(Recorded data begins)

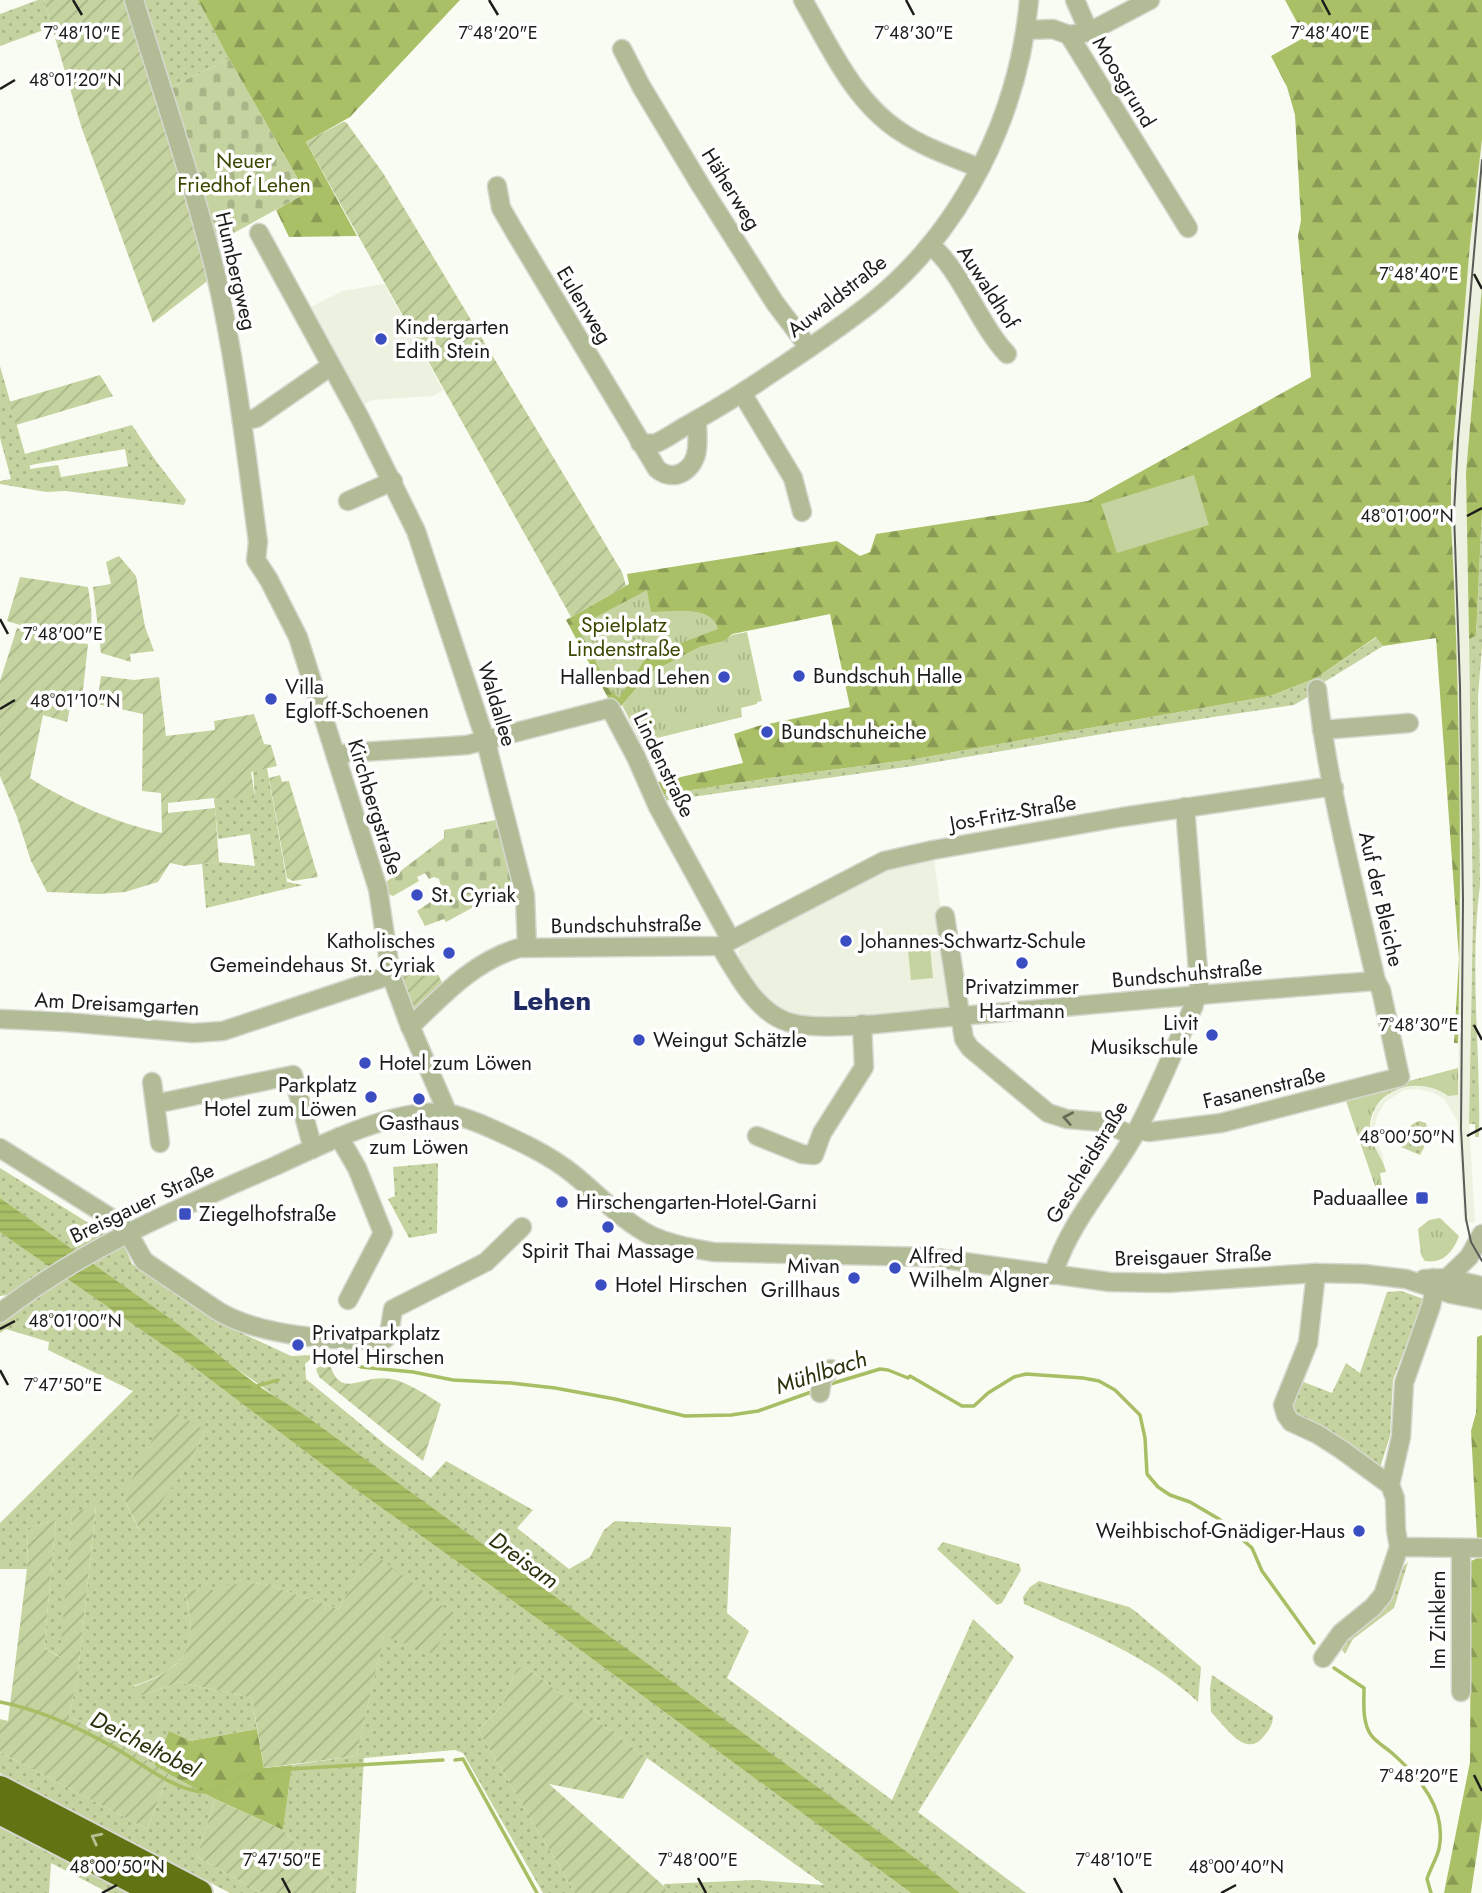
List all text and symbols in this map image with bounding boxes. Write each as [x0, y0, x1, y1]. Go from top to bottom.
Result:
text: 7°48'10"E [43, 20, 121, 46]
text: 7°48'20"E [458, 20, 538, 46]
text: 7°48'30"E [875, 20, 953, 46]
text: 7°48'40"E [1290, 20, 1370, 46]
street label: Moosgrund [1085, 31, 1163, 133]
text: 48°01'20"N [29, 67, 121, 93]
street label: Häherweg [694, 142, 768, 236]
park label: Neuer Friedhof Lehen [177, 146, 311, 200]
street label: Humbergweg [208, 209, 264, 333]
street label: Auwaldhof [950, 239, 1027, 335]
street label: Auwaldstraße [781, 247, 893, 344]
street label: Eulenweg [549, 260, 619, 350]
text: 7°48'40"E [1379, 261, 1459, 287]
place label: Kindergarten Edith Stein [395, 312, 509, 366]
marker: Kindergarten Edith Stein [373, 331, 389, 347]
text: 48°01'00"N [1360, 503, 1454, 529]
park label: Spielplatz Lindenstraße [567, 610, 681, 664]
text: 7°48'00"E [23, 621, 103, 647]
street label: Waldallee [470, 658, 524, 750]
place label: Bundschuh Halle [813, 661, 962, 691]
place label: Hallenbad Lehen [560, 662, 710, 692]
marker: Bundschuh Halle [791, 668, 807, 684]
marker: Hallenbad Lehen [716, 669, 732, 685]
place label: Villa Egloff-Schoenen [285, 672, 429, 726]
text: 48°01'10"N [30, 688, 120, 714]
marker: Villa Egloff-Schoenen [263, 691, 279, 707]
street label: Lindenstraße [626, 708, 702, 823]
place label: Bundschuheiche [781, 717, 927, 747]
marker: Bundschuheiche [759, 724, 775, 740]
street label: Kirchbergstraße [340, 735, 410, 879]
street label: Jos-Fritz-Straße [945, 787, 1079, 839]
street label: Auf der Bleiche [1351, 829, 1411, 970]
place label: St. Cyriak [431, 880, 517, 910]
marker: St. Cyriak [409, 887, 425, 903]
street label: Bundschuhstraße [550, 909, 702, 941]
place label: Katholisches Gemeindehaus St. Cyriak [210, 926, 436, 980]
place label: Johannes-Schwartz-Schule [857, 926, 1086, 956]
marker: Johannes-Schwartz-Schule [838, 933, 854, 949]
marker: Katholisches Gemeindehaus St. Cyriak [441, 945, 457, 961]
street label: Bundschuhstraße [1111, 952, 1264, 996]
marker: Privatzimmer Hartmann [1014, 955, 1030, 971]
place label: Privatzimmer Hartmann [965, 972, 1080, 1026]
district label: Lehen [513, 980, 591, 1021]
street label: Am Dreisamgarten [34, 985, 200, 1023]
place label: Livit Musikschule [1091, 1008, 1198, 1062]
text: 7°48'30"E [1380, 1012, 1458, 1038]
place label: Weingut Schätzle [653, 1025, 807, 1055]
marker: Livit Musikschule [1204, 1027, 1220, 1043]
marker: Weingut Schätzle [631, 1032, 647, 1048]
place label: Hotel zum Löwen [379, 1048, 532, 1078]
marker: Hotel zum Löwen [357, 1055, 373, 1071]
street label: Fasanenstraße [1200, 1059, 1328, 1117]
place label: Parkplatz Hotel zum Löwen [204, 1070, 357, 1124]
marker: Parkplatz Hotel zum Löwen [363, 1089, 379, 1105]
marker: Gasthaus zum Löwen [411, 1091, 427, 1107]
street label: Gescheidstraße [1039, 1095, 1136, 1229]
place label: Gasthaus zum Löwen [369, 1108, 469, 1162]
one-way arrow [1062, 1111, 1074, 1126]
text: 48°00'50"N [1359, 1124, 1455, 1150]
street label: Breisgauer Straße [65, 1155, 219, 1251]
place label: Paduaallee [1313, 1183, 1408, 1213]
place label: Hirschengarten-Hotel-Garni [576, 1187, 817, 1217]
marker: Paduaallee [1414, 1190, 1430, 1206]
marker: Hirschengarten-Hotel-Garni [554, 1194, 570, 1210]
place label: Ziegelhofstraße [199, 1199, 337, 1229]
marker: Ziegelhofstraße [177, 1206, 193, 1222]
marker: Spirit Thai Massage [600, 1219, 616, 1235]
place label: Spirit Thai Massage [522, 1236, 694, 1266]
street label: Breisgauer Straße [1114, 1238, 1272, 1274]
place label: Alfred Wilhelm Algner [909, 1241, 1050, 1295]
place label: Mivan Grillhaus [761, 1251, 840, 1305]
marker: Alfred Wilhelm Algner [887, 1260, 903, 1276]
place label: Hotel Hirschen [615, 1270, 748, 1300]
marker: Mivan Grillhaus [846, 1270, 862, 1286]
marker: Hotel Hirschen [593, 1277, 609, 1293]
text: 48°01'00"N [28, 1308, 122, 1334]
place label: Privatparkplatz Hotel Hirschen [312, 1318, 445, 1372]
marker: Privatparkplatz Hotel Hirschen [290, 1337, 306, 1353]
water label: Mühlbach [771, 1341, 871, 1403]
text: 7°47'50"E [24, 1372, 102, 1398]
place label: Weihbischof-Gnädiger-Haus [1096, 1516, 1345, 1546]
water label: Dreisam [482, 1523, 566, 1597]
marker: Weihbischof-Gnädiger-Haus [1351, 1523, 1367, 1539]
street label: Im Zinklern [1423, 1571, 1453, 1669]
water label: Deicheltobel [85, 1702, 206, 1786]
text: 7°48'20"E [1379, 1763, 1459, 1789]
one-way arrow [91, 1832, 103, 1846]
text: 7°47'50"E [243, 1847, 321, 1873]
text: 7°48'00"E [658, 1847, 738, 1873]
text: 7°48'10"E [1075, 1847, 1153, 1873]
text: 48°00'50"N [69, 1854, 165, 1880]
text: 48°00'40"N [1188, 1854, 1284, 1880]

(Recorded data ends)

__What to work on__
In the copy, include each entry exactly as written and none of the pictures.

__Solution to this task__
List all text and symbols in this map image with bounding boxes. Write each as [x0, y0, x1, y1]. Go from top to bottom.
Result:
text: 7°48'10"E [43, 20, 121, 46]
text: 7°48'20"E [458, 20, 538, 46]
text: 7°48'30"E [875, 20, 953, 46]
text: 7°48'40"E [1290, 20, 1370, 46]
street label: Moosgrund [1085, 31, 1163, 133]
text: 48°01'20"N [29, 67, 121, 93]
street label: Häherweg [694, 142, 768, 236]
park label: Neuer Friedhof Lehen [177, 146, 311, 200]
street label: Humbergweg [208, 209, 264, 333]
street label: Auwaldhof [950, 239, 1027, 335]
street label: Auwaldstraße [781, 247, 893, 344]
street label: Eulenweg [549, 260, 619, 350]
text: 7°48'40"E [1379, 261, 1459, 287]
place label: Kindergarten Edith Stein [395, 312, 509, 366]
marker: Kindergarten Edith Stein [373, 331, 389, 347]
text: 48°01'00"N [1360, 503, 1454, 529]
park label: Spielplatz Lindenstraße [567, 610, 681, 664]
text: 7°48'00"E [23, 621, 103, 647]
street label: Waldallee [470, 658, 524, 750]
place label: Bundschuh Halle [813, 661, 962, 691]
place label: Hallenbad Lehen [560, 662, 710, 692]
marker: Bundschuh Halle [791, 668, 807, 684]
marker: Hallenbad Lehen [716, 669, 732, 685]
place label: Villa Egloff-Schoenen [285, 672, 429, 726]
text: 48°01'10"N [30, 688, 120, 714]
marker: Villa Egloff-Schoenen [263, 691, 279, 707]
street label: Lindenstraße [626, 708, 702, 823]
place label: Bundschuheiche [781, 717, 927, 747]
marker: Bundschuheiche [759, 724, 775, 740]
street label: Kirchbergstraße [340, 735, 410, 879]
street label: Jos-Fritz-Straße [945, 787, 1079, 839]
street label: Auf der Bleiche [1351, 829, 1411, 970]
place label: St. Cyriak [431, 880, 517, 910]
marker: St. Cyriak [409, 887, 425, 903]
street label: Bundschuhstraße [550, 909, 702, 941]
place label: Katholisches Gemeindehaus St. Cyriak [210, 926, 436, 980]
place label: Johannes-Schwartz-Schule [857, 926, 1086, 956]
marker: Johannes-Schwartz-Schule [838, 933, 854, 949]
marker: Katholisches Gemeindehaus St. Cyriak [441, 945, 457, 961]
street label: Bundschuhstraße [1111, 952, 1264, 996]
marker: Privatzimmer Hartmann [1014, 955, 1030, 971]
place label: Privatzimmer Hartmann [965, 972, 1080, 1026]
district label: Lehen [513, 980, 591, 1021]
street label: Am Dreisamgarten [34, 985, 200, 1023]
place label: Livit Musikschule [1091, 1008, 1198, 1062]
text: 7°48'30"E [1380, 1012, 1458, 1038]
place label: Weingut Schätzle [653, 1025, 807, 1055]
marker: Livit Musikschule [1204, 1027, 1220, 1043]
marker: Weingut Schätzle [631, 1032, 647, 1048]
place label: Hotel zum Löwen [379, 1048, 532, 1078]
marker: Hotel zum Löwen [357, 1055, 373, 1071]
street label: Fasanenstraße [1200, 1059, 1328, 1117]
place label: Parkplatz Hotel zum Löwen [204, 1070, 357, 1124]
marker: Parkplatz Hotel zum Löwen [363, 1089, 379, 1105]
marker: Gasthaus zum Löwen [411, 1091, 427, 1107]
street label: Gescheidstraße [1039, 1095, 1136, 1229]
place label: Gasthaus zum Löwen [369, 1108, 469, 1162]
one-way arrow [1062, 1111, 1074, 1126]
text: 48°00'50"N [1359, 1124, 1455, 1150]
street label: Breisgauer Straße [65, 1155, 219, 1251]
place label: Paduaallee [1313, 1183, 1408, 1213]
place label: Hirschengarten-Hotel-Garni [576, 1187, 817, 1217]
marker: Paduaallee [1414, 1190, 1430, 1206]
marker: Hirschengarten-Hotel-Garni [554, 1194, 570, 1210]
place label: Ziegelhofstraße [199, 1199, 337, 1229]
marker: Ziegelhofstraße [177, 1206, 193, 1222]
marker: Spirit Thai Massage [600, 1219, 616, 1235]
place label: Spirit Thai Massage [522, 1236, 694, 1266]
street label: Breisgauer Straße [1114, 1238, 1272, 1274]
place label: Alfred Wilhelm Algner [909, 1241, 1050, 1295]
place label: Mivan Grillhaus [761, 1251, 840, 1305]
marker: Alfred Wilhelm Algner [887, 1260, 903, 1276]
place label: Hotel Hirschen [615, 1270, 748, 1300]
marker: Mivan Grillhaus [846, 1270, 862, 1286]
marker: Hotel Hirschen [593, 1277, 609, 1293]
text: 48°01'00"N [28, 1308, 122, 1334]
place label: Privatparkplatz Hotel Hirschen [312, 1318, 445, 1372]
marker: Privatparkplatz Hotel Hirschen [290, 1337, 306, 1353]
water label: Mühlbach [771, 1341, 871, 1403]
text: 7°47'50"E [24, 1372, 102, 1398]
place label: Weihbischof-Gnädiger-Haus [1096, 1516, 1345, 1546]
water label: Dreisam [482, 1523, 566, 1597]
marker: Weihbischof-Gnädiger-Haus [1351, 1523, 1367, 1539]
street label: Im Zinklern [1423, 1571, 1453, 1669]
water label: Deicheltobel [85, 1702, 206, 1786]
text: 7°48'20"E [1379, 1763, 1459, 1789]
one-way arrow [91, 1832, 103, 1846]
text: 7°47'50"E [243, 1847, 321, 1873]
text: 7°48'00"E [658, 1847, 738, 1873]
text: 7°48'10"E [1075, 1847, 1153, 1873]
text: 48°00'50"N [69, 1854, 165, 1880]
text: 48°00'40"N [1188, 1854, 1284, 1880]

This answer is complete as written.